Seriously. Both sides of my brain must be like… amazingly buff right now. In fact, if I could figure out a way to box and market this game, I’d probably be a bajillionaire. And if I were a bajillionaire, I wouldn’t be playing mental tug-of-war. At least not this particular game.
The thing is, I’m sure I’m not unique when it comes to what, exactly, is gnawing on both sides of my mind. It’s money.
There, I said it.
Do you feel dirty now?
For some reason it seems like talking about money (without offering up a this-is-the-plan-that-will-get-you-out-of-debt-for-GOOD solution) is a huge faux pas. It makes people uncomfortable. They feel inadequate if they have little and guilty if they have a lot.
There is no doubt in my mind that you need money to be happy. Tiny Tim was a perfectly delightful, high-spirited little boy, but he would have died if it weren’t for Scrooge’s money, and then he definitely wouldn’t have been happy. Not one little bit.
I’m not saying you need a lot of money — just enough to provide your basic needs, a sense of security, and possibly for indulging in a passion. And it’s that passion in particular that brings the happiness.
And please. Don’t confuse “passion” for “stuff.”
So this tug-of-war game I’ve been playing goes like this: I know I’ve been wanting to make travel — regular travel — a major part of my life. The problem is, even though nearly every dream and drive I’ve had since childhood has pointed me in that direction with everything short of flashing neon arrows, it didn’t even really occur to me to try to do something about it until 2 years ago.
So I did what any rational, level-headed, Type A person would do: I quit my job and did a work exchange in Costa Rica for 2 months.
(Needless to say, I am not level-headed or Type A. And rational? Try rash.)
Okay, in retrospect I see the problem. This type of highly emotional quarter-life crisis decision-making was not sustainable in the least. And worse, it whet my wanderlust with a fierceness. While I wouldn’t trade the experience or the friends I made for anything, it’s fair to say that I now wish I’d thought beyond the trip. That I’d made a plan. And, most important, that I’d taken the time to save a significant amount of cash from my previous job before kissing that paycheck goodbye.
The thing is, when you hear those amazing stories about people who make a dramatic life change and their lives suddenly turn out all joyous and magical and completely figured out, they don’t tell you how much planning and preparation were involved before the deed was done.
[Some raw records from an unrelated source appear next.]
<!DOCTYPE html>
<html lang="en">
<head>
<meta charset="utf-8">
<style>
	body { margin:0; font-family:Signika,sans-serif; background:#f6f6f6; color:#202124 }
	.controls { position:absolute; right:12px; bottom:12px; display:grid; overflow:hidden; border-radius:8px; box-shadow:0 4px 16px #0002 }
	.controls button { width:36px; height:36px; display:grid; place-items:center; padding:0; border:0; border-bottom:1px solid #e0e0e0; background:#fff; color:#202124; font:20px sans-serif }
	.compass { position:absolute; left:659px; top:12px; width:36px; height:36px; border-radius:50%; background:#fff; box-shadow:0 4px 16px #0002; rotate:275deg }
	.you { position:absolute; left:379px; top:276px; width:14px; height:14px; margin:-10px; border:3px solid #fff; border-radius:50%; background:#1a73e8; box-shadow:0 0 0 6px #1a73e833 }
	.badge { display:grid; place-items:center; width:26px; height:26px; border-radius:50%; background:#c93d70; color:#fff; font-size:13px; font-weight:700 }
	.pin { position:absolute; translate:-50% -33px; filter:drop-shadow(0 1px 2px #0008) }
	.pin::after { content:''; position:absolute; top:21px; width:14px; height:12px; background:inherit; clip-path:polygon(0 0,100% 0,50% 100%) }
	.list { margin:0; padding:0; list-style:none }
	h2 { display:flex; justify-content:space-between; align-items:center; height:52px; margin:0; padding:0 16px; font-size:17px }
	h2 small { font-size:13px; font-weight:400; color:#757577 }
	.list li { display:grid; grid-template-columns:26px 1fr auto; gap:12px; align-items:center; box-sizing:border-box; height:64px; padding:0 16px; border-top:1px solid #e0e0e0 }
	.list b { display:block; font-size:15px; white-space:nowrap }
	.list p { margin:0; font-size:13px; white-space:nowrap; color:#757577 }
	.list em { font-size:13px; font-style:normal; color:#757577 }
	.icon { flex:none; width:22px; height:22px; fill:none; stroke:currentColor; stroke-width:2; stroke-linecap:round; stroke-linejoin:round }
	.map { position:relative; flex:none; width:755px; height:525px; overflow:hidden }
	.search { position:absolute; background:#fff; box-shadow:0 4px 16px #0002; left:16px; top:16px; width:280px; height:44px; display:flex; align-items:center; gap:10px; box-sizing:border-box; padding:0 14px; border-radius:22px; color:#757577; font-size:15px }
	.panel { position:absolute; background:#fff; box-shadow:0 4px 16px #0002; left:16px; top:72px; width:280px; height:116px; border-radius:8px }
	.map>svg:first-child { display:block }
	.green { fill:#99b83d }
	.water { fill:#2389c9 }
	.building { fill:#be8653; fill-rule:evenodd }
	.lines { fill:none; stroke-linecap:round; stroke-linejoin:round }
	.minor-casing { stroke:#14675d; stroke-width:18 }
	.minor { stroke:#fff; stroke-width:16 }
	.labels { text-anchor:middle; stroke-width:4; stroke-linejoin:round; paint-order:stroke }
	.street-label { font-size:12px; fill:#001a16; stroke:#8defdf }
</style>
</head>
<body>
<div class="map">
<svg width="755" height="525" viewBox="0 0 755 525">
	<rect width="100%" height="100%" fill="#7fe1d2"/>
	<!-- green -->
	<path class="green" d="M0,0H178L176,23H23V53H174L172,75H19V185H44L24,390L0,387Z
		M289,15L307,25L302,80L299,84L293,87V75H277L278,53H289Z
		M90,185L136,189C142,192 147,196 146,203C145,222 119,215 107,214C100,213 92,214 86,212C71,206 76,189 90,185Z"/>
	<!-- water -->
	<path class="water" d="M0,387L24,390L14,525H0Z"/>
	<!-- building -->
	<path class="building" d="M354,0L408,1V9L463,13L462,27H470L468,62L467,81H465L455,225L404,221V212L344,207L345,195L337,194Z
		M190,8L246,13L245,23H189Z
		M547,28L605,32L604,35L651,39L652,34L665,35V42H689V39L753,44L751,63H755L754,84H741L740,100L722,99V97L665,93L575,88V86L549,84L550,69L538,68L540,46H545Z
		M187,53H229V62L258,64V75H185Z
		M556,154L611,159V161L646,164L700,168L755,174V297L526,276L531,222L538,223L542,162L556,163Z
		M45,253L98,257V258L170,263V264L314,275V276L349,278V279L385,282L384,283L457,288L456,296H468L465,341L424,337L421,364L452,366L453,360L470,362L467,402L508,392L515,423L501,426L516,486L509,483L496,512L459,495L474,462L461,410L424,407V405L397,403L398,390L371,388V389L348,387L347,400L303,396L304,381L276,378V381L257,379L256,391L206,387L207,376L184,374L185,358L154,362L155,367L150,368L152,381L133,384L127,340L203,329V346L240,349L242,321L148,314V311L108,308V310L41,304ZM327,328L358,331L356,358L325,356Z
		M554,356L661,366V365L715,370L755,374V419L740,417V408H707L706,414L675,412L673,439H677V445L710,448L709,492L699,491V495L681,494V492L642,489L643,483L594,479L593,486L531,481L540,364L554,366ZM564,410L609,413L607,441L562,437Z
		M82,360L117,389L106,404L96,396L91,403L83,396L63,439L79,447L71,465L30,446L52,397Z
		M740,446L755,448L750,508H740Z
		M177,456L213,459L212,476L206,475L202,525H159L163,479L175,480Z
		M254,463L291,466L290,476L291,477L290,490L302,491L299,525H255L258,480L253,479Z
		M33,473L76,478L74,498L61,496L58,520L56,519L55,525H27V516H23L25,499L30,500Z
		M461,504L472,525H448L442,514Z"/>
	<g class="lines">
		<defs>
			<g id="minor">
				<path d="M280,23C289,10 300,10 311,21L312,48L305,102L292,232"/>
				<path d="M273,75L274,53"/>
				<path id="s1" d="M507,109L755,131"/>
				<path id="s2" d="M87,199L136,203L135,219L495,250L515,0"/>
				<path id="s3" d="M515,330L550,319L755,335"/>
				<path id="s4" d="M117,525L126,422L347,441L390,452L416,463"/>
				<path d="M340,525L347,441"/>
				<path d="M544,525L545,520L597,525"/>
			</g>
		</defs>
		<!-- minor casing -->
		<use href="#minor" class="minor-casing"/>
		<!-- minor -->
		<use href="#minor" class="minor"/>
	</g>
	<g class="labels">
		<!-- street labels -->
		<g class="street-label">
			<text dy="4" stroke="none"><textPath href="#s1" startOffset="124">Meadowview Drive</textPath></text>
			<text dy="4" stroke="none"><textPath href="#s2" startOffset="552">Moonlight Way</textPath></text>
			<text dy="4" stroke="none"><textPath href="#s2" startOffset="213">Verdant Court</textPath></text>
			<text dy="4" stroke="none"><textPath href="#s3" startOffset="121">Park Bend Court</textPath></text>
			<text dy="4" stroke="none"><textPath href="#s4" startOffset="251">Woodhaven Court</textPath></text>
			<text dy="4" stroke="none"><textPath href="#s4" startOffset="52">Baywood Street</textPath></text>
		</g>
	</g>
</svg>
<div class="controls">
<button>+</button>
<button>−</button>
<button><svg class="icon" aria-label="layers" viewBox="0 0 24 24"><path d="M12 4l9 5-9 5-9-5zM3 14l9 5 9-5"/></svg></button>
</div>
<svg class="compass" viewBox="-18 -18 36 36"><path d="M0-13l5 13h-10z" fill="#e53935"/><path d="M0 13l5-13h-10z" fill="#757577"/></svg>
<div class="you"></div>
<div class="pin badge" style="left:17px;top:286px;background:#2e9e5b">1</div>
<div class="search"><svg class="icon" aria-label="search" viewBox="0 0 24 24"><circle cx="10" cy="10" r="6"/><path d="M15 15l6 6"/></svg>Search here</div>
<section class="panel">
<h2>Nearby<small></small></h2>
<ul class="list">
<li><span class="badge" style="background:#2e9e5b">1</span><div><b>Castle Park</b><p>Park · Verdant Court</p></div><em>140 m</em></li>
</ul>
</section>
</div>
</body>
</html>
Or, how much money. All I heard was, “Go for it! Live your dream! Everything will fall into place!”
Well. Those people probably weren’t making $800 per month student loan payments.
And now my mind’s at it again.
There’s the dreamer side that says spread your wings and FLY. OPTIMISM will carry you through. Who needs food when you have NAIVETY on your side?
And of course, the practical side that says I should do boring things like plan and calculate and save money.
Hence, the tug-of-war. Not to mention the fact that the quickest way for me to save money right now would be to get a second job, likely as a waitress once again, which would take me away from Justin and the pups. Just so I can… travel away from Justin and the pups? No, thank you. I will have my cake and eat it too, if you please.
So. Which do you think is right?
a) Hard work and discipline is the best and most effective way to get what you want in this world. Stay strong, make a plan, have patience, and eventually you will reach your goals!
b) There are no guarantees when it comes to Tomorrow, and nothing can stop you when it comes to the Power of Positive Thinking. Send good vibes into the Universe and keep plowing ahead, and roadblocks will tumble as you go!
I know which one I want to believe.
But, in reality, I’m guessing we need a whole lot of both.